A. Value-change animation — “from value A to value B, smoothly”

User toggles enabled. Color, size, alpha, or whatever smoothly tweens from one fixed value to another.

• Tool: animateColorAsState, animateFloatAsState, animateIntAsState, animateDpAsState, animateOffsetAsState.
• Phase concern: where you READ the resulting State decides whether it recomposes per frame.
  • Read in @Composable body → composition invalidates per frame → 15–20 recompositions per animation.
  • Read in Modifier.graphicsLayer { } lambda → only draw invalidates → 0 recompositions.
  • Read in Modifier.drawBehind { } lambda → only draw invalidates → 0 recompositions.
• Node needed? No. Built-in is the right choice.

B. Triggered animation — “play this once when the trigger fires”

User taps something → animation plays out → settles. Shake, heart pop, success checkmark.

• Built-in option: Animatable driven by LaunchedEffect(trigger). Works.
• Wrapper option: a @Composable wrapper that takes content. Costs one extra LayoutNode.
• Node option: Modifier.x(trigger: Int) with update() detecting trigger change and restarting the animation. Costs nothing extra in LayoutNodes, packages as a plain chainable modifier, allocation-free in lists.
• Node needed? Borderline. If used at one site, built-in is fine. If reused, Node wins.

C. Continuous animation — “this animates forever while visible”

Pulsating border, traveling light, breathing dot, infinite loading spinner.

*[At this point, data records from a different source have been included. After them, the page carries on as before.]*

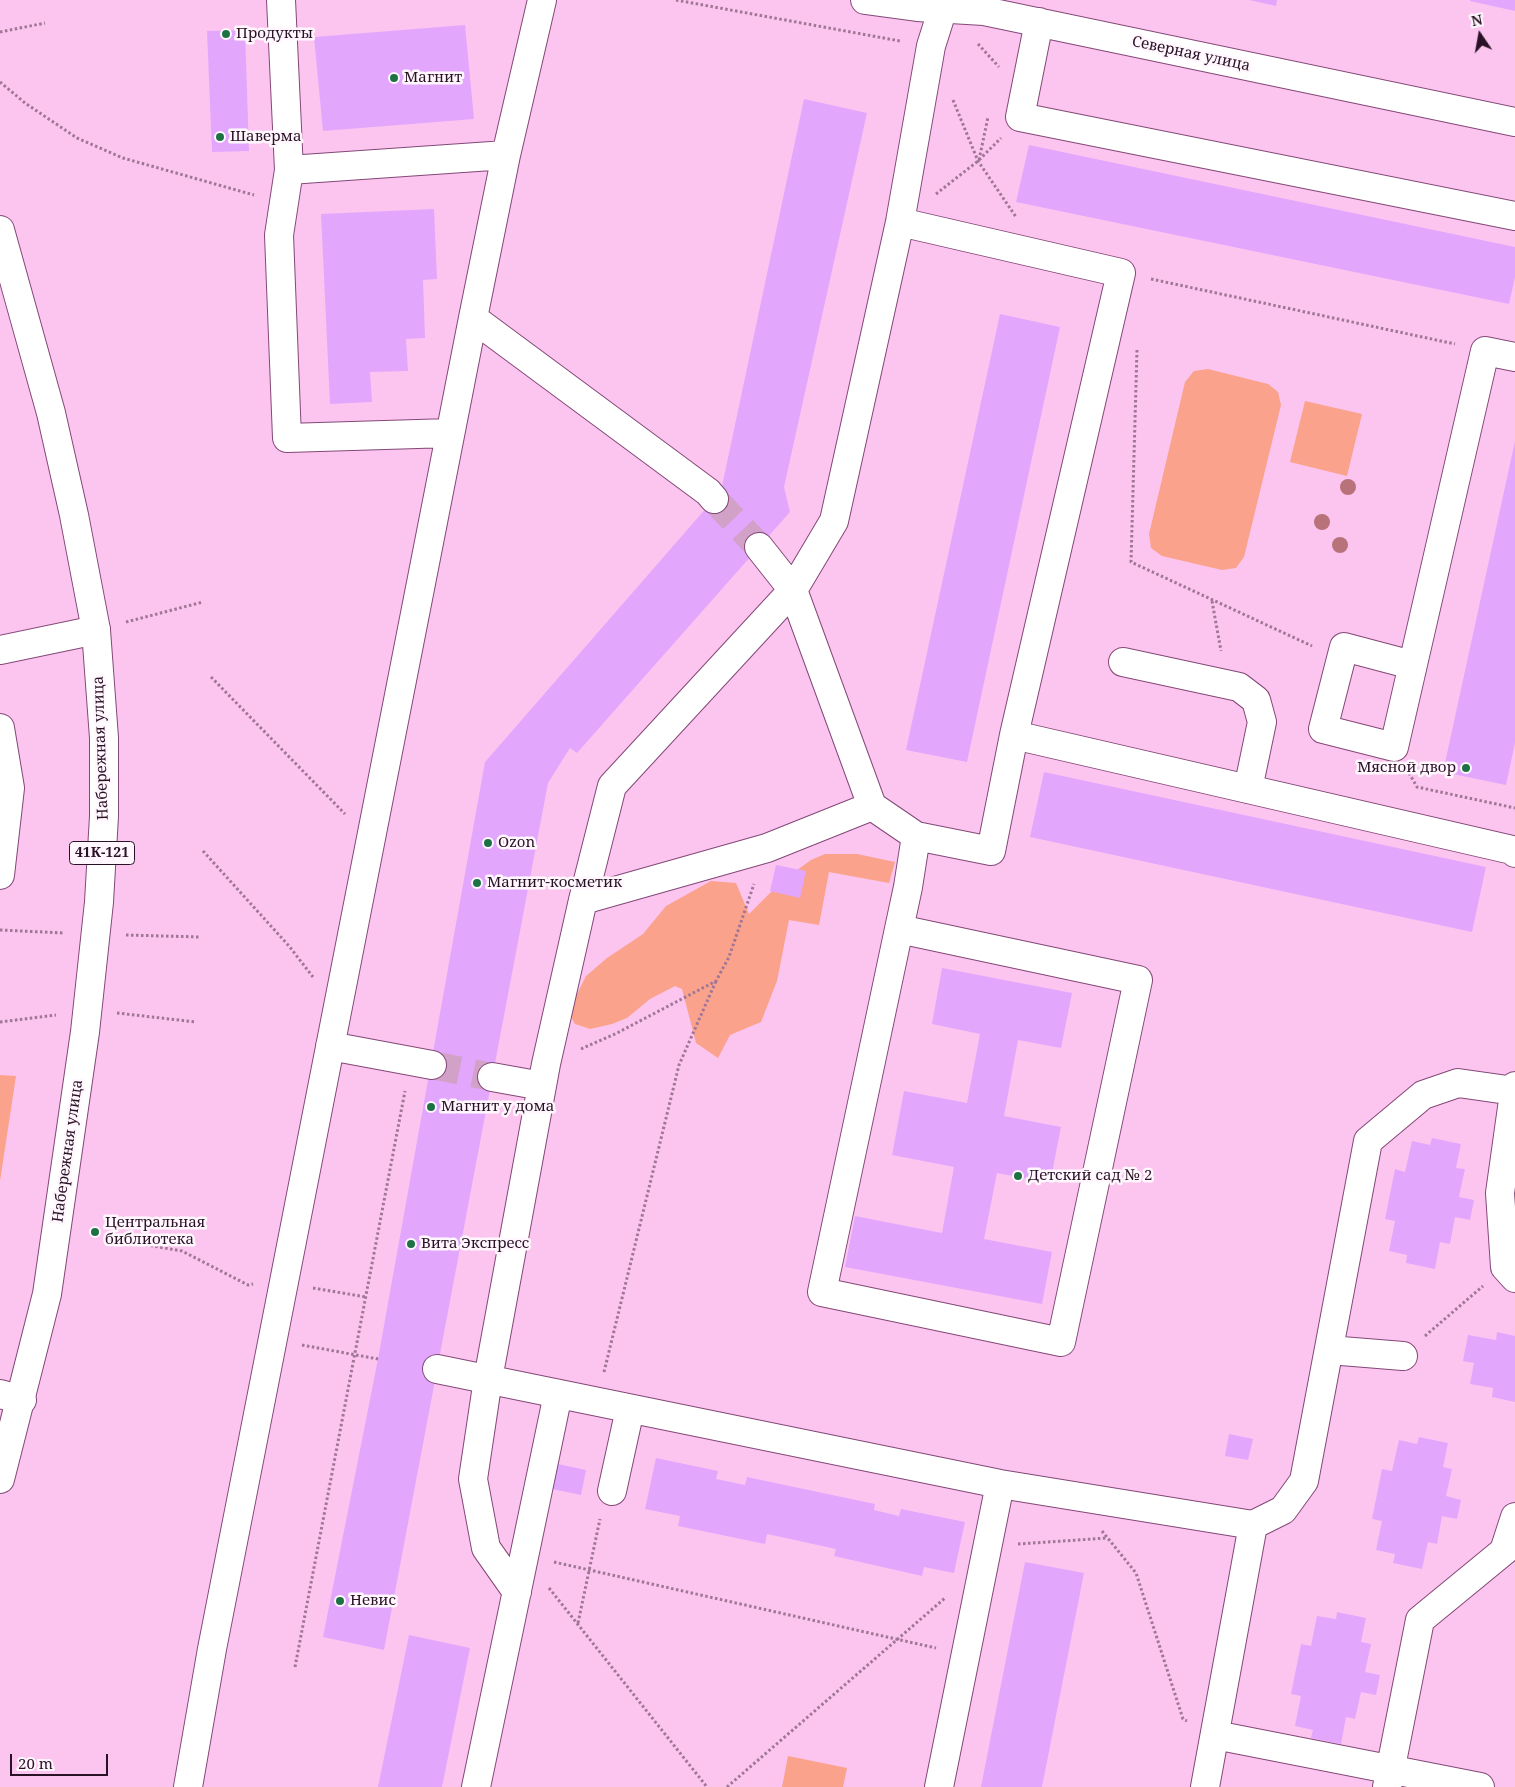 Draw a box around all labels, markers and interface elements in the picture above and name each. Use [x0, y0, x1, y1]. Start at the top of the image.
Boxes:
text: N [1469, 9, 1484, 30]
north arrow [1455, 10, 1505, 60]
place label: Продукты [236, 25, 313, 43]
marker: Продукты [220, 28, 232, 40]
street label: Северная улица [1130, 33, 1252, 75]
place label: Магнит [404, 69, 462, 87]
marker: Магнит [388, 72, 400, 84]
place label: Шаверма [230, 128, 301, 146]
marker: Шаверма [214, 131, 226, 143]
street label: Набережная улица [89, 676, 113, 820]
place label: Мясной двор [1357, 759, 1456, 777]
marker: Мясной двор [1460, 762, 1472, 774]
place label: Ozon [498, 834, 535, 852]
marker: Ozon [482, 837, 494, 849]
road number: 41К-121 [70, 841, 134, 864]
place label: Магнит-косметик [487, 874, 622, 892]
marker: Магнит-косметик [471, 877, 483, 889]
street label: Набережная улица [49, 1078, 87, 1224]
place label: Магнит у дома [441, 1098, 554, 1116]
marker: Магнит у дома [425, 1101, 437, 1113]
place label: Детский сад № 2 [1028, 1167, 1152, 1185]
marker: Детский сад № 2 [1012, 1170, 1024, 1182]
place label: Центральная библиотека [105, 1214, 205, 1249]
marker: Центральная библиотека [89, 1226, 101, 1238]
place label: Вита Экспресс [421, 1235, 529, 1253]
marker: Вита Экспресс [405, 1238, 417, 1250]
place label: Невис [350, 1592, 396, 1610]
marker: Невис [334, 1595, 346, 1607]
scale bar [12, 1744, 110, 1776]
text: 20 m [18, 1753, 53, 1773] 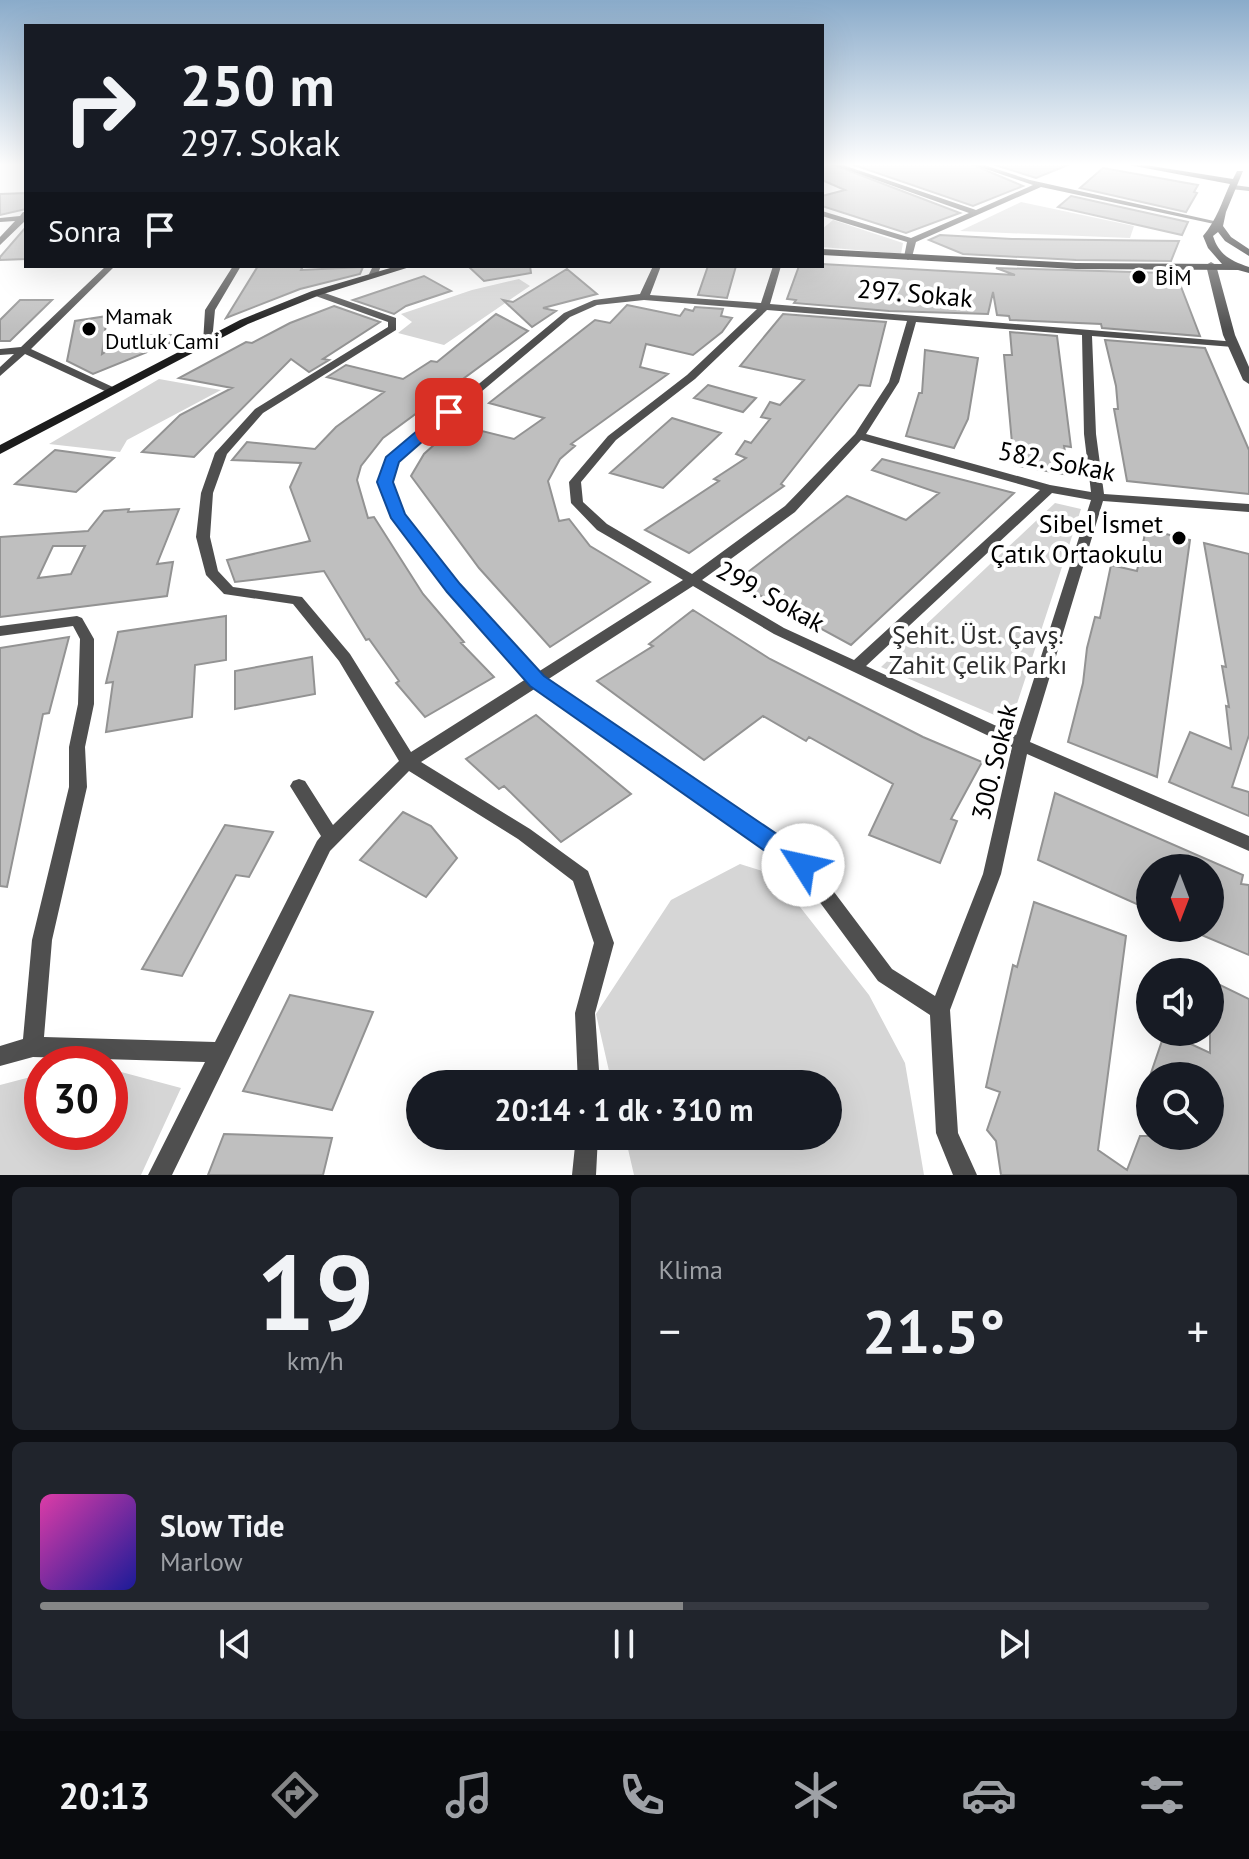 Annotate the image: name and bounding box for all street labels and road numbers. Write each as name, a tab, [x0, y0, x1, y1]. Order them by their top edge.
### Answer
street label: 297. Sokak	[856, 272, 975, 315]
street label: 582. Sokak	[996, 433, 1119, 489]
street label: 299. Sokak	[711, 553, 831, 639]
street label: 300. Sokak	[964, 700, 1024, 824]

• Built-in option: rememberInfiniteTransition + Modifier.drawBehind { }. Works on a single screen.
• Wrapper option: same as above but requires a @Composable wrapper. Costs one extra LayoutNode.
• Node option: animation coroutine in onAttach, cancelled in onDetach. Plain modifier API. Lifecycle-correct: stops when scrolled off-screen or in NavHost back stack. Battery-correct.
• Node needed? Yes, for any continuous animation that’s reused or that should respect attachment lifecycle.

D. Static styling — “this is just a fixed visual”

Gradient border, custom shape, padding, fixed color.

• Tool: Modifier.border(), Brush.linearGradient(), etc. Chained built-ins.
• Node needed? No. Anti-pattern to use a Node here (“share a Modifier chain” anti-pattern).

3. Phase deferral for animations — the universal performance technique

For value-change animations, the cost is dominated by where you read the animated state.

// ❌ Composition-phase read — invalidates composition per frame
.background(color = animatedColor)            // animatedColor read in @Composable body

// ✓ Draw-phase read — invalidates only draw per frame
.drawBehind { drawRect(color = animatedColor) }  // animatedColor read inside lambda

// ✓ Layout-phase read — invalidates only layout per frame
.offset { IntOffset(animatedX.roundToPx(), 0) }  // animatedX read inside lambda

// ✓ Draw-phase transform — for translation/rotation/scale/alpha
.graphicsLayer { translationY = animatedY }      // animatedY read inside lambda

The pattern: put the read inside the lambda passed to a phase-aware modifier. The lambda body runs in that phase; reads inside it tag that phase.

Phase cheat sheet:

graphicsLayer is usually the cheapest because it applies a GPU transform without relayout. Use it for any visual transform (move/rotate/scale/fade).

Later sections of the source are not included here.